Problem to work on:
Each line in the entries that has the word "Keep" has to be copied.

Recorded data
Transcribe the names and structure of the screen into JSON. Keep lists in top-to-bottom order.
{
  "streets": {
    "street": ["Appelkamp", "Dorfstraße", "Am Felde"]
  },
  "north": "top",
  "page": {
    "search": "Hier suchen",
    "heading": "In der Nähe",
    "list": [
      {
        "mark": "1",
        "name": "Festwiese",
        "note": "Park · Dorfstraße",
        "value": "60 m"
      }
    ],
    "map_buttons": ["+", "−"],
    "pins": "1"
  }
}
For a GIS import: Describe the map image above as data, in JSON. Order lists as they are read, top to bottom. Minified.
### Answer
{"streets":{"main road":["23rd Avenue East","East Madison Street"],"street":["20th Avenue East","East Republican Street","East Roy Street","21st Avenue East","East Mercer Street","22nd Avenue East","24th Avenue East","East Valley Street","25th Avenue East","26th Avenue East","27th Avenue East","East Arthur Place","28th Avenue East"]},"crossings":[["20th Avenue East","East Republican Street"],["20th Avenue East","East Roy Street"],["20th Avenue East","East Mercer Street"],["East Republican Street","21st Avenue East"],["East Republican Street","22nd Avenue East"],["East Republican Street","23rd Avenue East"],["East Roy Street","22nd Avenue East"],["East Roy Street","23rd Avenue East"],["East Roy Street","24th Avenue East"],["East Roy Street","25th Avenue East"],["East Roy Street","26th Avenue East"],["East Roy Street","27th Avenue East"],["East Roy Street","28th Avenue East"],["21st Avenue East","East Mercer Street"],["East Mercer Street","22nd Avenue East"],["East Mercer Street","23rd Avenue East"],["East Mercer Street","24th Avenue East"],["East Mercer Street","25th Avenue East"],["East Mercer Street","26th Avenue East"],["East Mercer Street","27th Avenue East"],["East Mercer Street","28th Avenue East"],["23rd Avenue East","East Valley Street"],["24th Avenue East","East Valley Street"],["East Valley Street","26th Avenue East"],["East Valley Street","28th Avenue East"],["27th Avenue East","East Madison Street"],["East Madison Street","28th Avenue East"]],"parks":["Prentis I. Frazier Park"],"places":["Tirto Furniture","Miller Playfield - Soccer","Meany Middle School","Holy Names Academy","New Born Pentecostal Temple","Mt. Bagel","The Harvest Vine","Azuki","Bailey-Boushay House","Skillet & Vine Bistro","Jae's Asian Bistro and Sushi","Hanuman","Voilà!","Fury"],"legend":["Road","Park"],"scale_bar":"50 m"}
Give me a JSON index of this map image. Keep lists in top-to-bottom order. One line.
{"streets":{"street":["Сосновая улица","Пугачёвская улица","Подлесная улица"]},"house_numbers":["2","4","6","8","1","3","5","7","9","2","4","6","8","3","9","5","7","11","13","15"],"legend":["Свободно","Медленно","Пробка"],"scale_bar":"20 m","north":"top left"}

Solution to this task:
Transcribe the names and structure of the screen into JSON. Keep lists in top-to-bottom order.
Give me a JSON index of this map image. Keep lists in top-to-bottom order. One line.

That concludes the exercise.